THE PROBLEM »
Please return every line in the entries below with the word "does" in it.

[Saved entries]
::::::
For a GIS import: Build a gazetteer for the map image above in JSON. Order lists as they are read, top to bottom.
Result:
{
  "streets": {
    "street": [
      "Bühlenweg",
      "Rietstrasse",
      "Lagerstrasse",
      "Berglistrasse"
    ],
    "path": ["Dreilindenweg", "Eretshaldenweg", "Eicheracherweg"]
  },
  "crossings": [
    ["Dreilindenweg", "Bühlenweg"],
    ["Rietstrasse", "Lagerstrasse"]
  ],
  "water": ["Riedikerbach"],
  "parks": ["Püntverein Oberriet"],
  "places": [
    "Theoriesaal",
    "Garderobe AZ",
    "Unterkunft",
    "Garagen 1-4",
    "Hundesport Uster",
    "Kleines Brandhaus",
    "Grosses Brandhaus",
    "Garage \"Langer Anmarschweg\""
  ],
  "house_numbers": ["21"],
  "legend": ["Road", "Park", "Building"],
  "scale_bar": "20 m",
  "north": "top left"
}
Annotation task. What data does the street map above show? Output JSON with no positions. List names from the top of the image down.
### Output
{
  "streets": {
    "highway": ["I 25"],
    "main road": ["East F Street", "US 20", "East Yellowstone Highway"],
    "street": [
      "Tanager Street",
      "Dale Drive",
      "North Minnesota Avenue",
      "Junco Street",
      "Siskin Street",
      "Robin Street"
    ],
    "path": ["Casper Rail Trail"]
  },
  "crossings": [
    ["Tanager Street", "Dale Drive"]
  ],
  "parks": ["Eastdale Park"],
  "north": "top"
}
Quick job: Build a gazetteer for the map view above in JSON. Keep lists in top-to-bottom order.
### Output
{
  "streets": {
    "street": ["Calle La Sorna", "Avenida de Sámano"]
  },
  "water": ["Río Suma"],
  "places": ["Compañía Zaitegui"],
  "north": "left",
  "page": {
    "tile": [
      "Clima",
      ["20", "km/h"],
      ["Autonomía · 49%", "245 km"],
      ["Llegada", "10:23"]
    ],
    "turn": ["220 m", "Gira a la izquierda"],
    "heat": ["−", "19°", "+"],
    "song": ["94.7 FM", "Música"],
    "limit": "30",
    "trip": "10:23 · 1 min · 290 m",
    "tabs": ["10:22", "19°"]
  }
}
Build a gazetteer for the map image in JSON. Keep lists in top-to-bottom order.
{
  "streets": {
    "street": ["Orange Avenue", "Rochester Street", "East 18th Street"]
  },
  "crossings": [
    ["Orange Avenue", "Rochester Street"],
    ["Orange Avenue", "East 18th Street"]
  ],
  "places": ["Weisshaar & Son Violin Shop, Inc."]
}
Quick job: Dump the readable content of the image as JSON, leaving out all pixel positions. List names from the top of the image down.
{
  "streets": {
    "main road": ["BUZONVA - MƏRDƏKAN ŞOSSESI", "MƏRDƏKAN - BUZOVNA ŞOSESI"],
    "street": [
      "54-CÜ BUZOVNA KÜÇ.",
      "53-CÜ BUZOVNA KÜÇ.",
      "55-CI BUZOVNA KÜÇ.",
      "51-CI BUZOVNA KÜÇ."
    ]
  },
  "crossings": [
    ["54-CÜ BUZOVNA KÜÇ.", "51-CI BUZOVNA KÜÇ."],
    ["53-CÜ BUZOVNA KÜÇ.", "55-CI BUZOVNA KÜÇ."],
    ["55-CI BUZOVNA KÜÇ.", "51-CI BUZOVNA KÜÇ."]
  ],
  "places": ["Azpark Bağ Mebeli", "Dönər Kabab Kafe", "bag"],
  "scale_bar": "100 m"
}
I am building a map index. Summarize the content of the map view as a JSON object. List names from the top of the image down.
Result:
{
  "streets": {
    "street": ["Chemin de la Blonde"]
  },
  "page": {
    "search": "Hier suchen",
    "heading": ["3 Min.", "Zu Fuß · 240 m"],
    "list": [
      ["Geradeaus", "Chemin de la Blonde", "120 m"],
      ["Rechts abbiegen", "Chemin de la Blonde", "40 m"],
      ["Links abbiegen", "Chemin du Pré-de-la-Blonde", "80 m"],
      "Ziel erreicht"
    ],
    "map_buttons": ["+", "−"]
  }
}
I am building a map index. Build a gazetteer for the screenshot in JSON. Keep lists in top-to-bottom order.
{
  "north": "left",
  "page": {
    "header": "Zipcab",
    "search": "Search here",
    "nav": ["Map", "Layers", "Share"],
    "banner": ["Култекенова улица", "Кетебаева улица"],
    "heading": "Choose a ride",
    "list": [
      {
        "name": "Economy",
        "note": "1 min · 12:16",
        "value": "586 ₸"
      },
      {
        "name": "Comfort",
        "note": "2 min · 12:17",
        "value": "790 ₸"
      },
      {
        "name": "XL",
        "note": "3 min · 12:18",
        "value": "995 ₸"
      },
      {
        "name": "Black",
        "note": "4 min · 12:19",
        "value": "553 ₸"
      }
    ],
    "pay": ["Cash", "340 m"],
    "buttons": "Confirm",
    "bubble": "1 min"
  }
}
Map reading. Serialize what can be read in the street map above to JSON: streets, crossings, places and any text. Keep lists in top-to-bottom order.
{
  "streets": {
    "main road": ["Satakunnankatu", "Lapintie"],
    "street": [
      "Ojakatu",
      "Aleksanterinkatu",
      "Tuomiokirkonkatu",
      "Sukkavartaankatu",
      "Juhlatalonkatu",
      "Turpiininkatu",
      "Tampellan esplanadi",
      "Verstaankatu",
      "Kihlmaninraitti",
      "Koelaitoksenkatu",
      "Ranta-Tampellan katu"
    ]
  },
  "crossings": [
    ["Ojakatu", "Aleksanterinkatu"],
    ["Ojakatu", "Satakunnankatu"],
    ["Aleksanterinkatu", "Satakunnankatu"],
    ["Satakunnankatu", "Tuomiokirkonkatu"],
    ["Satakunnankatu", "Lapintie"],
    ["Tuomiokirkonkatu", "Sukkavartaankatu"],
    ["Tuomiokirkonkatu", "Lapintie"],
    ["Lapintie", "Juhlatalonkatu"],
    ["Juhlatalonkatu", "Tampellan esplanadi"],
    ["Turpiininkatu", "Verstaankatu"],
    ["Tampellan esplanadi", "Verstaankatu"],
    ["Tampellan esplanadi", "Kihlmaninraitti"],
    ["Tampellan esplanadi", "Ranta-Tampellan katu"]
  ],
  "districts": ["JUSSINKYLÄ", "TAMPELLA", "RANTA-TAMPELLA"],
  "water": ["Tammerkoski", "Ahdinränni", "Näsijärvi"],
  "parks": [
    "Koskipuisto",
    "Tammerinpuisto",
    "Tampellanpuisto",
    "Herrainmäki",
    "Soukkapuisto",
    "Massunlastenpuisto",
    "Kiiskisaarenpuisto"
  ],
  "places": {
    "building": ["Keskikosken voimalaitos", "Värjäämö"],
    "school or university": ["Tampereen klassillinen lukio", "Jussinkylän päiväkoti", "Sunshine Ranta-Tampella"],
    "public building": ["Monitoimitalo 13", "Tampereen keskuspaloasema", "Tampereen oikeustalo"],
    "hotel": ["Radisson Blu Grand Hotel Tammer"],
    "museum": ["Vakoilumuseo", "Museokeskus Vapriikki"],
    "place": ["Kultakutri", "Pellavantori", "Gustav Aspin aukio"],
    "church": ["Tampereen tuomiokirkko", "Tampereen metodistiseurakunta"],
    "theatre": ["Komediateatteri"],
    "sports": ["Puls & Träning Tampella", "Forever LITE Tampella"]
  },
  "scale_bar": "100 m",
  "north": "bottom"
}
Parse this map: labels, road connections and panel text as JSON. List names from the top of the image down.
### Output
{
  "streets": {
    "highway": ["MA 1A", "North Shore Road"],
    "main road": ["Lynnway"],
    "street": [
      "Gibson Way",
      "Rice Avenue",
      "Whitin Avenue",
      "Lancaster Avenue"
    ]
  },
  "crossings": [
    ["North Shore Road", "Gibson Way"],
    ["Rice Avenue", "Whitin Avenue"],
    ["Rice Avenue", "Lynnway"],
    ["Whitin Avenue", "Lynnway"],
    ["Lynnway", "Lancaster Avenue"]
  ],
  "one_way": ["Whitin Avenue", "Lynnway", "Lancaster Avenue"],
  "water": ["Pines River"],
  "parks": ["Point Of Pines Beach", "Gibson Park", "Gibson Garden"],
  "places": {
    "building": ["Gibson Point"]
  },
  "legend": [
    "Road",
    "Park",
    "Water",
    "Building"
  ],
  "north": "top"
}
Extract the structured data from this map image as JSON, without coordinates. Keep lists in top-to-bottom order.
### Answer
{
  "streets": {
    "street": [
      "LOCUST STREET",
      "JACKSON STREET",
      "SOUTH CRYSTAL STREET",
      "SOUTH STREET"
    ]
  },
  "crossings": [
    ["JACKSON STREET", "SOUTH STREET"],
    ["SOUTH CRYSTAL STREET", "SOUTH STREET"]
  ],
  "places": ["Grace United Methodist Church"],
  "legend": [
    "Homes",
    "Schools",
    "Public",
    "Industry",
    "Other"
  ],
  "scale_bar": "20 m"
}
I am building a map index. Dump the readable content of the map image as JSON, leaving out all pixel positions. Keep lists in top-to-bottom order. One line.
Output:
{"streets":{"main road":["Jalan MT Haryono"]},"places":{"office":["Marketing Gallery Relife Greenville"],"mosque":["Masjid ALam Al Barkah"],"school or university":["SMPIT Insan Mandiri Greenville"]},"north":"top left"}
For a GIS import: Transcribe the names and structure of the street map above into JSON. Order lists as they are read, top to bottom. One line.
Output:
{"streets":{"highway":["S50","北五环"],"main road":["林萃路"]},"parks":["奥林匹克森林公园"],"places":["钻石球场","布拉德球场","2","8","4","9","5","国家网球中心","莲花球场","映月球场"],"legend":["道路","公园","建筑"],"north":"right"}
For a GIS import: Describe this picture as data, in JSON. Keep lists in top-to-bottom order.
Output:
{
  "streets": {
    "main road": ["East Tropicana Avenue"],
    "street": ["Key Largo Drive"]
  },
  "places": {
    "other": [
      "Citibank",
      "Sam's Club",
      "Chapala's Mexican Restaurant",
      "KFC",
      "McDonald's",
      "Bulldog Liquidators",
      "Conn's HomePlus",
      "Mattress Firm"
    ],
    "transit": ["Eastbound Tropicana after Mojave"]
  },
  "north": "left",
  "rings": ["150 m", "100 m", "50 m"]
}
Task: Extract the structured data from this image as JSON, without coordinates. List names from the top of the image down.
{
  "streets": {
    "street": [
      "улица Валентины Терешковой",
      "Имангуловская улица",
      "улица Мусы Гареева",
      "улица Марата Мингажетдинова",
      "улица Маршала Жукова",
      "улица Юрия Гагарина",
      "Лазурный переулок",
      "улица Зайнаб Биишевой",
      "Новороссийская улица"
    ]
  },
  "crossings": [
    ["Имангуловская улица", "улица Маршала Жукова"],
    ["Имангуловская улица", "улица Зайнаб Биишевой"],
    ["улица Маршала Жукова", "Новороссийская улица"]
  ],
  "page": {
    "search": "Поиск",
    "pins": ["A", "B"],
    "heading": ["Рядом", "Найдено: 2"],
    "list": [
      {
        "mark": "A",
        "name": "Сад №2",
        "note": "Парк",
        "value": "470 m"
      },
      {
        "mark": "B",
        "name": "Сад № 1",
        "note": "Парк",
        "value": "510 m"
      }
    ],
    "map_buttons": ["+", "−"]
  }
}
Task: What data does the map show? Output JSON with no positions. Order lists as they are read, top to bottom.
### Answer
::::::
RESPONSE FOR THIS EXERCISE »
Annotation task. What data does the street map above show? Output JSON with no positions. List names from the top of the image down.
Task: What data does the map show? Output JSON with no positions. Order lists as they are read, top to bottom.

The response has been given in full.